The author tries fly fishing. Photo by Kathy Andrews Wright.

November 1, 2023

Lifelong Learning to Fish

A father and son fish in a stream during the summer. Both father and son raise the fishing rod with a small fish caught on the line.
Fishing with my father and catching my first fish at a family cabin on Mill Creek, Oregon, ca 1992. Photo courtesy of Kristopher Maxson.

There’s not a time in my life when I don’t remember enjoying fishing. Camping with my family as a child, I remember escaping down to the lake at the soonest possible moment and fishing until I was called back to camp. Or of fishing off my grandparents’ pontoon boat, upset at being chased off the lake by rain but catching a big bluegill as the boat pulled into dock. You might say I’ve been hooked since the first cast.

I credit this love of fishing to my father and grandfather, who introduced it to me at a young age. That love grew into a greater love and passion for ecosystems in which fish, and myself, are a part. I feel extremely lucky to have been able to pursue that passion as a fisheries biologist for the Illinois Natural History Survey at the Illinois River Biological Station in Havana.

The funny thing about being done with schooling is that I always thought it would mean more leisure time. Time free from the studying and homework and related activities that seemed to consume so much of my time. As the years go by, I realize that we just trade one busy thing for another, a fact that has spilled into many of the fishing trips I now take. Squeezed into 30 to 60 minute detours on my commute home, this once leisure activity has turned into one focused on catching the lake’s daily creel limit to fill my freezer. By necessity this has fine-tuned my technique into one guaranteed to catch my quarry, whether Carolina rigging with dough bait for stocked rainbow trout or drop-shotting red wrigglers for panfish or catfish. While this does not lessen my joy in fishing, I find myself too often focused on the next fish rather than the one currently on the end of my line.

A biologist untangles a fishing net while standing in a boat on a body of water. In the background is a horizon line of trees.
Untangling a trammel net on Trout Lake, Boulder Junction, Wisconsin, 2013. Photo courtesy of Kristopher Maxson.

In the August issue of OutdoorIllinois Journal, fly fishing guide and instructor Tom Yokom wrote about the opportunities for fly fishing in Illinois and of the myriad reasons people seek out fly fishing. For me, it’s the appeal of learning something new and seeking a new challenge, and a return to the peaceful rhythms of casting and use of life-like lures imitating the very creatures I spend my career studying. I inherited one of my grandfather’s flyfishing rods when he passed away in the spring of 2023. While I had entertained the idea of learning to fly fish before, his loss reinvigorated that desire. In the non-stop frenzy of adult life, it is my hope that the rhythm of fly casting returns my mind to the present rather than the expectation of some future catch. There is added appeal in the presentation of each fly, crafted carefully to mimic some insect or small fish that my quarry would encounter in the wild.

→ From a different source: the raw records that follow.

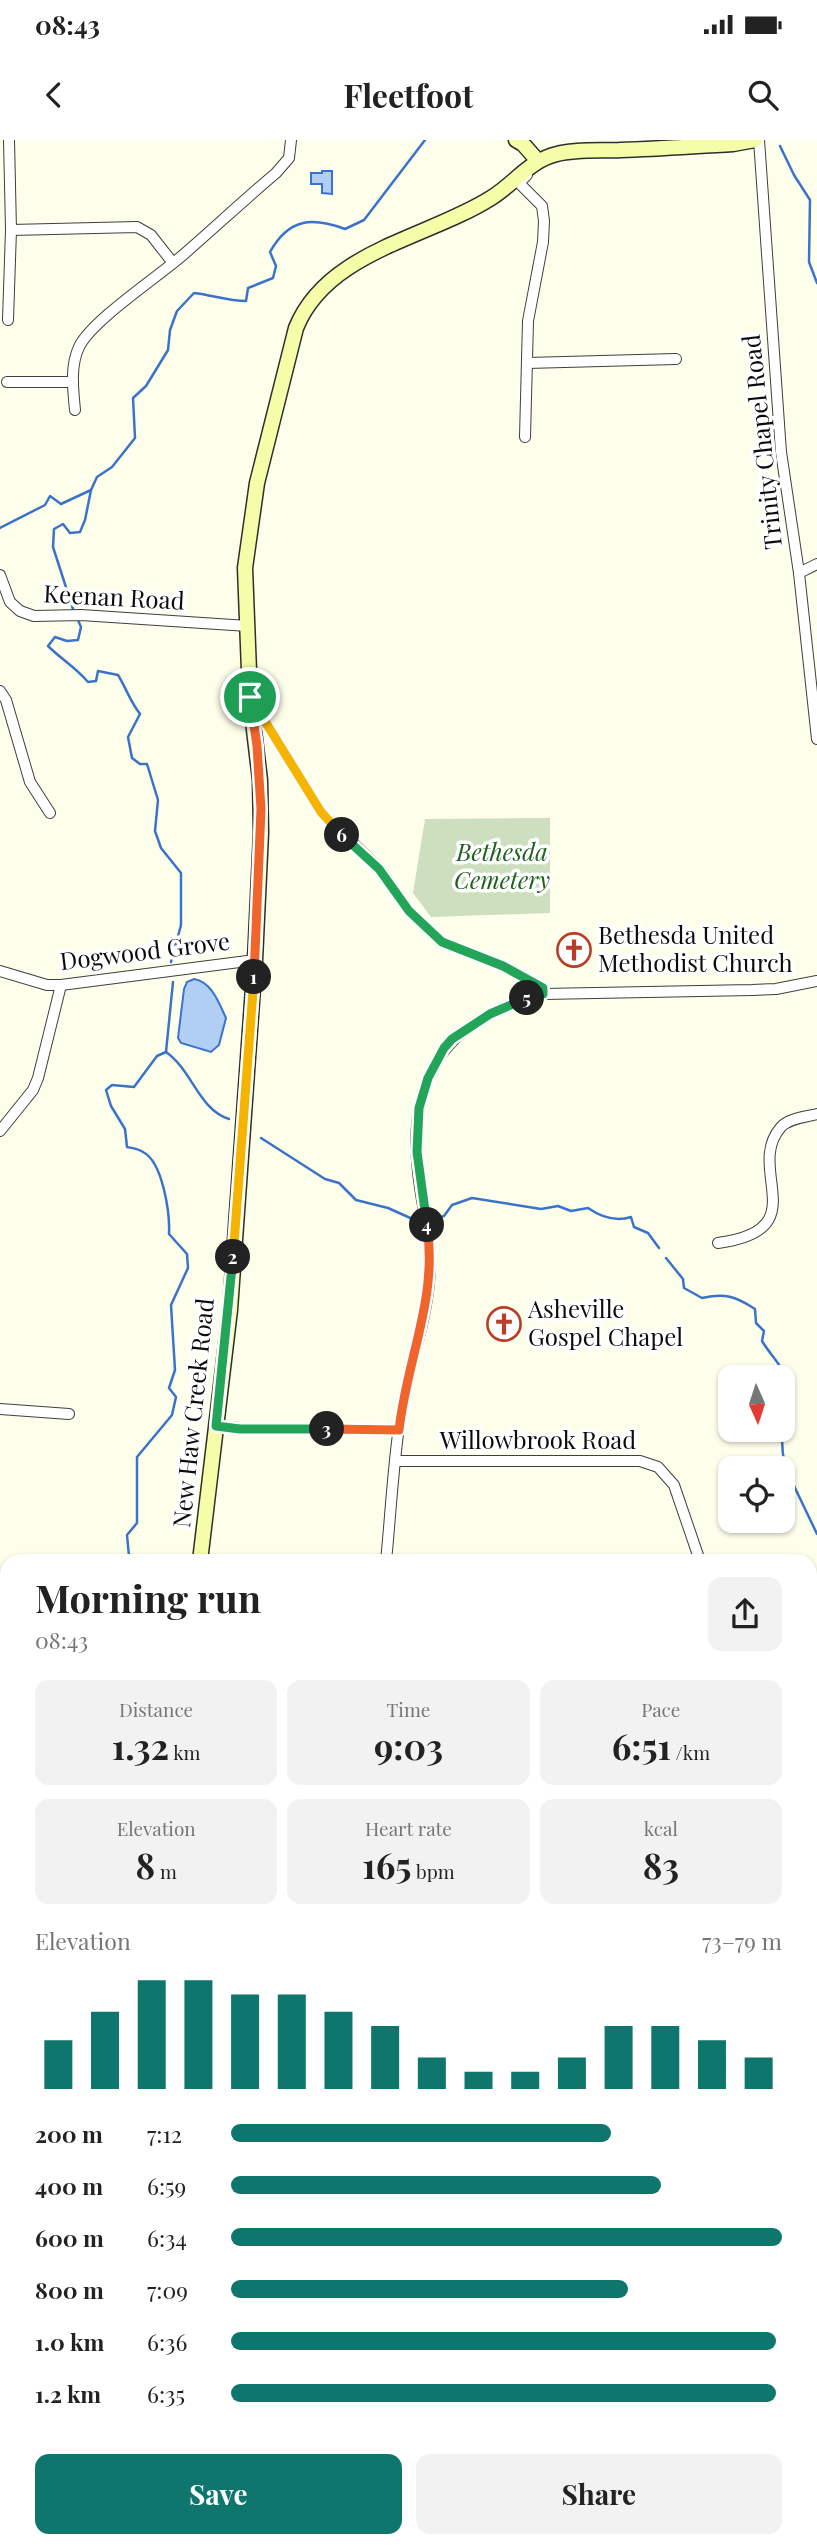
<!DOCTYPE html>
<meta charset="utf-8">
<style>
body{margin:0;font-family:"Playfair Display",serif;background:#f2f2f2;color:#222;height:100vh;display:flex;flex-direction:column;font-size:26px;white-space:nowrap}
*{box-sizing:border-box;margin:0}
p{font-size:23px;color:#767676}
.icon{flex:none;width:38px;height:38px;fill:none;stroke:currentColor;stroke-width:2;stroke-linecap:round;stroke-linejoin:round}
.map{position:relative;flex:1;overflow:hidden}
.panel{position:absolute;left:0px;top:1414px;width:817px;height:994px;display:flex;flex-direction:column;background:#fff;border-radius:21px 21px 0 0;box-shadow:0 2px 5px #0004}
.panel>*{flex:none}
.needle{width:46px;rotate:177deg}
.fabs{position:absolute;left:718px;top:1225px;display:grid;gap:14px}
.fabs a{display:grid;place-items:center;width:77px;height:77px;border-radius:14px;background:#fff;box-shadow:0 2px 5px #0004;font-size:35px}
.pin{position:absolute;display:grid;place-items:center;width:60px;height:60px;color:#fff;margin:-30px;border:4px solid #fff;border-radius:50%;box-shadow:0 2px 7px #0007}
.km{position:absolute;width:35px;height:35px;margin:-18px;border-radius:50%;background:#222;color:#fff;font-size:19px;line-height:35px;text-align:center}
.round{display:grid;place-items:center;flex:none;width:74px;height:74px;border-radius:14px;background:#f2f2f2}
.headline{display:flex;align-items:center;justify-content:space-between;height:119px;padding:0 35px}
h1{font-size:38px;font-weight:700;line-height:52px}
.stats{display:grid;grid-template-columns:repeat(3,1fr);gap:10px;height:119px;padding:7px 35px}
.stats div{display:grid;align-content:center;border-radius:14px;background:#f2f2f2;text-align:center}
.stats b{font-size:35px;font-weight:700}
.stats small{font-size:19px;font-weight:400}
.stats p{font-size:19px}
.chart{height:196px;padding:14px 35px}
.chart p{display:flex;justify-content:space-between}
.chart svg{width:100%;height:126px;margin-top:7px;stroke:#0f766e;stroke-width:6}
.cta{display:flex;gap:14px;margin-top:auto;padding:14px 35px}
.cta a{flex:1;height:80px;border-radius:14px;background:#0f766e;color:#fff;font-size:28px;font-weight:700;line-height:80px;text-align:center}
.cta a+a{background:#f2f2f2;color:#222}
ul{padding:0 35px;list-style:none;font-size:23px}
li{display:grid;grid-template-columns:112px 84px 1fr;align-items:center;height:52px}
li i{height:18px;border-radius:9px;background:#0f766e}
.status{display:flex;justify-content:space-between;align-items:center;height:49px;padding:0 35px;background:#fff;direction:ltr}
.status svg{height:19px;fill:currentColor}
header{display:flex;justify-content:space-between;align-items:center;height:91px;padding:0 35px;background:#fff;font-size:32px;font-weight:700}
.map>svg:first-child{display:block}
.cemetery{fill:#cddfbe}
.water{fill:#b1cef4;stroke:#3a73c9;stroke-width:2}
.lines{fill:none;stroke-linecap:round;stroke-linejoin:round}
.stream{stroke:#3a73c9;stroke-width:2.5}
.street-casing{stroke:#3f3f3f;stroke-width:12}
.secondary-casing{stroke:#2e2e2e;stroke-width:17}
.street{stroke:#fff;stroke-width:10}
.secondary{stroke:#f5fda8;stroke-width:14}
.split-1-casing{stroke:#fff;stroke-width:14}
.split-2-casing{stroke:#fff;stroke-width:14}
.split-3-casing{stroke:#fff;stroke-width:14}
.split-4-casing{stroke:#fff;stroke-width:14}
.split-5-casing{stroke:#fff;stroke-width:14}
.split-6-casing{stroke:#fff;stroke-width:14}
.split-7-casing{stroke:#fff;stroke-width:14}
.split-1{stroke:#f0652b;stroke-width:9}
.split-2{stroke:#f5b400;stroke-width:9}
.split-3{stroke:#22a559;stroke-width:9}
.split-4{stroke:#f0652b;stroke-width:9}
.split-5{stroke:#22a559;stroke-width:9}
.split-6{stroke:#22a559;stroke-width:9}
.split-7{stroke:#f5b400;stroke-width:9}
.labels{text-anchor:middle;stroke-width:7;stroke-linejoin:round;paint-order:stroke}
.street-label{font-size:24px;fill:#0c0c0c;stroke:#fff}
.park-label{font-size:24px;font-style:italic;fill:#1f611e;stroke:#fff}
.poi-label{font-size:24px;fill:#0c0c0c;stroke:#fff;text-anchor:start}
</style>
<div class="status"><b>08:43</b><svg viewBox="0 0 49 12"><path d="M0 12V9h3v3zM5 12V6h3v6zM10 12V3h3v9zM15 12V0h3v12zM26 1h20v11H26zM47 4h2v5h-2z"/></svg></div>
<header><svg class="icon" aria-label="back" viewBox="0 0 24 24"><path d="M15 5l-7 7 7 7"/></svg>Fleetfoot<svg class="icon" aria-label="search" viewBox="0 0 24 24"><circle cx="10" cy="10" r="6"/><path d="M15 15l6 6"/></svg></header>
<div class="map">
<svg width="817" height="2408" viewBox="0 0 817 2408">
<rect width="100%" height="100%" fill="#feffeb"/>
<path class="cemetery" d="M 550,678 L 550,773 L 431,777 L 413,753 L 425,679 Z"/>
<g class="water">
<path d="M 322,31 L 332,31 L 332,54 L 322,53 L 322,44 L 311,44 L 311,33 L 322,33 Z"/>
<path d="M 194,839 C 212,842 219,863 226,878 L 219,905 L 211,912 L 181,903 L 178,898 L 184,849 L 187,842 Z"/>
</g>
<g class="lines">
<g class="stream">
<path d="M 780,6 L 794,35 L 810,60 L 809,122 L 817,143"/>
<path d="M 0,388 L 45,365 L 50,356 L 61,364 L 91,350"/>
<path d="M 74,472 L 53,407 L 54,389 L 63,384 L 70,393 L 80,392 L 85,380 L 91,350 L 97,337 L 112,327 L 135,298 L 133,258 L 146,246 L 168,210 L 170,190 L 177,171 L 194,153 C 212,155 228,161 246,161 L 248,148 L 273,138 L 276,126 L 270,112 C 289,78 312,77 345,89 L 364,80 L 425,0"/>
<path d="M 77,478 L 81,487 L 78,500 L 67,501 L 55,497 L 48,506 C 61,519 75,527 88,542 L 96,541 L 98,531 L 118,535 C 126,548 130,561 140,574 L 128,597 L 132,618 L 140,624 L 147,624 L 158,660 L 155,691 L 161,708 L 181,733 L 181,785 L 171,822"/>
<path d="M 166,912 C 192,930 199,970 229,979"/>
<path d="M 166,912 L 173,842"/>
<path d="M 261,998 L 325,1039 L 339,1043 L 356,1060 L 388,1068 L 417,1081"/>
<path d="M 434,1079 L 444,1076 L 452,1065 L 472,1058 L 541,1069 L 558,1066 L 571,1071 L 588,1068 C 601,1077 615,1082 631,1077 L 634,1087 L 648,1093 L 659,1108"/>
<path d="M 666,1118 L 683,1139 L 684,1148 L 702,1158 C 725,1153 735,1156 755,1169 L 756,1183 L 764,1191 L 762,1201 C 769,1213 786,1231 790,1244 C 793,1257 785,1269 783,1282 C 781,1297 782,1312 785,1327 L 817,1394"/>
<path d="M 133,1421 L 129,1416 L 127,1395 L 137,1383 L 137,1317 L 172,1275 L 176,1257 L 169,1248 L 175,1230 L 171,1165 L 188,1128 L 187,1114 L 169,1094 C 170,1074 163,1022 143,1012 C 139,1009 132,1008 127,1007 L 125,989 L 111,966 L 106,950 L 112,945 L 134,947 L 157,916 L 166,912"/>
<path d="M 0,1602 L 7,1602"/>
<path d="M 7,1615 L 7,1630"/>
<path d="M 7,1925 L 3,1930 L 4,1943 L 7,1947"/>
<path d="M 188,2401 L 192,2408"/>
<path d="M 674,2401 L 677,2408"/>
</g>
<g class="street-casing">
<g id="street">
<path d="M 9,0 L 11,90 L 137,87 L 151,95 L 173,123"/>
<path d="M 759,0 L 781,312 L 799,433 L 817,599"/>
<path d="M 8,180 L 11,90"/>
<path d="M 527,223 L 676,219"/>
<path d="M 7,242 L 73,242"/>
<path d="M 75,270 C 73,249 70,226 79,207 C 91,181 159,136 183,115 C 214,88 244,60 276,33 L 289,18 L 291,0"/>
<path d="M 525,297 L 528,181 L 543,102 L 544,81 L 542,66 L 519,43 L 527,35"/>
<path d="M 799,433 L 817,424"/>
<path d="M 0,435 L 10,462 L 20,471 L 34,476 L 81,475 L 248,486"/>
<path d="M 0,551 L 6,560 L 30,642 L 50,673"/>
<path d="M 254,564 L 321,672 L 379,728 L 409,771 L 442,802 L 503,826 L 543,848 L 543,854"/>
<path d="M 0,831 L 47,845 L 61,845 L 255,820"/>
<path d="M 0,991 L 33,950 L 38,938 L 61,845"/>
<path d="M 718,1103 C 817,1090 744,1029 781,987 C 789,978 806,977 817,974"/>
<path d="M 0,1269 L 69,1274"/>
<path d="M 216,1286 L 240,1288 L 399,1290"/>
<path d="M 395,1321 L 640,1321 L 658,1327 L 674,1345 L 700,1421"/>
<path d="M 386,1421 C 391,1372 393,1322 401,1273 C 408,1229 425,1187 429,1143 C 433,1106 422,1069 418,1032 C 407,933 448,879 543,854 L 752,850 L 776,849 L 817,841"/>
<path d="M 0,1574 L 7,1574"/>
<path d="M 0,1690 L 7,1692"/>
<path d="M 810,1708 L 817,1708"/>
<path d="M 810,2152 L 817,2152"/>
<path d="M 810,2351 L 817,2363"/>
<path d="M 2,2408 L 5,2339"/>
<path d="M 418,2408 L 418,2401"/>
</g>
</g>
<g class="secondary-casing">
<g id="secondary">
<path d="M 516,0 L 523,4 L 538,21"/>
<path d="M 200,1421 L 230,1170 L 255,820 L 261,693 L 260,640 L 250,557 L 245,428 L 257,343 L 296,188 C 327,111 428,98 491,58 C 514,44 530,20 557,14 C 577,9 600,11 621,10 C 658,9 695,6 733,4 L 755,0"/>
<path d="M 211,2401 L 213,2408"/>
</g>
</g>
<use href="#street" class="street"/>
<use href="#secondary" class="secondary"/>
</g>
<g class="lines">
<g class="split-1-casing">
<path id="split-1" d="M 250,557 L 257,606 L 261,669 L 254,837"/>
</g>
<g class="split-2-casing">
<path id="split-2" d="M 233,1117 L 254,837"/>
</g>
<g class="split-3-casing">
<path id="split-3" d="M 233,1117 L 216,1286 L 240,1289 L 327,1289"/>
</g>
<g class="split-4-casing">
<path id="split-4" d="M 327,1289 L 399,1290 C 407,1218 438,1159 427,1085"/>
</g>
<g class="split-5-casing">
<path id="split-5" d="M 427,1085 L 417,1012 L 419,968 L 428,938 L 444,908 L 452,899 L 490,874 L 527,858"/>
</g>
<g class="split-6-casing">
<path id="split-6" d="M 342,695 L 379,729 L 409,771 L 442,802 L 503,826 L 543,848 L 543,854 L 527,858"/>
</g>
<g class="split-7-casing">
<path id="split-7" d="M 250,557 L 321,672 L 342,695"/>
</g>
<use href="#split-1" class="split-1"/>
<use href="#split-2" class="split-2"/>
<use href="#split-3" class="split-3"/>
<use href="#split-4" class="split-4"/>
<use href="#split-5" class="split-5"/>
<use href="#split-6" class="split-6"/>
<use href="#split-7" class="split-7"/>
</g>
<defs>
<g id="church-ring" transform="scale(1.75)"><circle r="9.5" fill="#fff" stroke="#b83e28" stroke-width="1.5"/><path d="M-1.2-6h2.4v3.5h3.3v2.4h-3.3V6h-2.4V-.1h-3.3v-2.4h3.3Z" fill="#b83e28"/></g>
</defs>
<g fill-rule="evenodd">
<use href="#church-ring" x="574" y="810"/>
<use href="#church-ring" x="504" y="1184"/>
</g>
<g class="labels">
<g class="street-label">
<text transform="translate(763 302) rotate(-96)" y="8">Trinity Chapel Road</text>
<text transform="translate(114 458) rotate(3)" y="8">Keenan Road</text>
<text transform="translate(145 812) rotate(-7)" y="8">Dogwood Grove</text>
<text transform="translate(194 1273) rotate(-84)" y="8">New Haw Creek Road</text>
<text x="538" y="1309">Willowbrook Road</text>
</g>
<g class="park-label">
<text x="502" y="721">Bethesda<tspan x="502" dy="28">Cemetery</tspan></text>
</g>
<g class="poi-label">
<text x="598" y="804">Bethesda United<tspan x="598" dy="28">Methodist Church</tspan></text>
<text x="528" y="1178">Asheville<tspan x="528" dy="28">Gospel Chapel</tspan></text>
</g>
</g>
</svg>
<div class="fabs">
<a><svg class="needle" viewBox="-14 -14 28 28"><path d="M0-13l5 13h-10z" fill="#e53935"/><path d="M0 13l5-13h-10z" fill="#767676"/></svg></a>
<a><svg class="icon" aria-label="locate" viewBox="0 0 24 24"><circle cx="12" cy="12" r="6"/><path d="M12 2v4M12 18v4M2 12h4M18 12h4"/></svg></a>
</div>
<div class="pin" style="left:250px;top:557px;background:#1e9e55"><svg class="icon" aria-label="arrive" viewBox="0 0 24 24"><path d="M6 21V4h12l-3 4 3 4H6"/></svg></div>
<b class="km" style="left:254px;top:837px">1</b>
<b class="km" style="left:233px;top:1117px">2</b>
<b class="km" style="left:327px;top:1289px">3</b>
<b class="km" style="left:427px;top:1085px">4</b>
<b class="km" style="left:527px;top:858px">5</b>
<b class="km" style="left:342px;top:695px">6</b>
<section class="panel">
<div class="headline"><div><h1>Morning run</h1><p>08:43</p></div><a class="round"><svg class="icon" aria-label="share" viewBox="0 0 24 24"><path d="M12 15V3M7 8l5-5 5 5M5 13v7h14v-7"/></svg></a></div>
<div class="stats">
<div><p>Distance</p><b>1.32<small> km</small></b></div>
<div><p>Time</p><b>9:03</b></div>
<div><p>Pace</p><b>6:51<small> /km</small></b></div>
</div>
<div class="stats">
<div><p>Elevation</p><b>8<small> m</small></b></div>
<div><p>Heart rate</p><b>165<small> bpm</small></b></div>
<div><p>kcal</p><b>83</b></div>
</div>
<div class="chart"><p><span>Elevation</span>73–79 m</p>
<svg viewBox="0 0 160 44" preserveAspectRatio="none"><path d="M5 44V27M15 44V17M25 44V6M35 44V6M45 44V11M55 44V11M65 44V17M75 44V22M85 44V33M95 44V38M105 44V38M115 44V33M125 44V22M135 44V22M145 44V27M155 44V33"/></svg>
</div>
<ul>
<li><b>200 m</b>7:12<i style="width:69%"></i></li>
<li><b>400 m</b>6:59<i style="width:78%"></i></li>
<li><b>600 m</b>6:34<i style="width:100%"></i></li>
<li><b>800 m</b>7:09<i style="width:72%"></i></li>
<li><b>1.0 km</b>6:36<i style="width:99%"></i></li>
<li><b>1.2 km</b>6:35<i style="width:99%"></i></li>
</ul>
<div class="cta"><a>Save</a><a>Share</a></div>
</section>
</div>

Someday I also hope to try my hand at tying my own flies, perhaps with materials I collected myself, that would lend greater significance to each cast and fish I catch.

This past summer at the Illinois State Fair, I attended one of Tom Yokom’s free flyfishing clinics at Conservation World. Yocom walked us through the basics of getting started fly fishing and showed us a few casts. While I have watched many YouTube videos on fly fishing, the value of having someone teach you in-person cannot be overstated. Bad habits, in fly fishing as in all other aspects of life, are easiest broken if never started, and having someone there to correct my cast as I practiced was invaluable. After class he even let me use one of the rods on the nearby pond. Only one tree was snared in the process!

A angler holds up a large trout caught at a lake. In the background are trees in winter against a bright blue sky.
Holding a large rainbow trout caught at Gridley Lake, Jim Edgar Panther Creek State Fish and Wildlife Area. 2021. Photo courtesy of Kristopher Maxson.

Whatever path finds you with a fly rod in your hand, I hope it brings you a closer connection to the wild outdoors and the ecosystems we share with our fish quarry. I also encourage you to attend a free flyfishing clinic at next year’s Illinois State Fair. And while you are there, check out all the other amazing exhibits at Conservation World.

And, if you’re reading this, I wish you tight lines and bent rods on whatever water you find yourself!

Kristopher Maxson is a Large Rivers Fisheries Ecologist for the Illinois River Biological Station, a field station operated by the Illinois Natural History Survey. Based in Havana, he monitors fish communities on the Illinois River between Peoria and Beardstown. Over the course of his career, he has surveyed reptile and amphibian communities in river floodplains and the Chicago suburbs, zooplankton communities of the Mississippi and Illinois rivers and Lake Michigan, fish and aquatic plant/insect interactions in the Wisconsin Northwoods, and fish communities on the Mississippi and Illinois rivers. When not fishing for his dinner, he enjoys spending time with his 15-month-old daughter, traveling with his family, and reading nature and science fiction/fantasy books.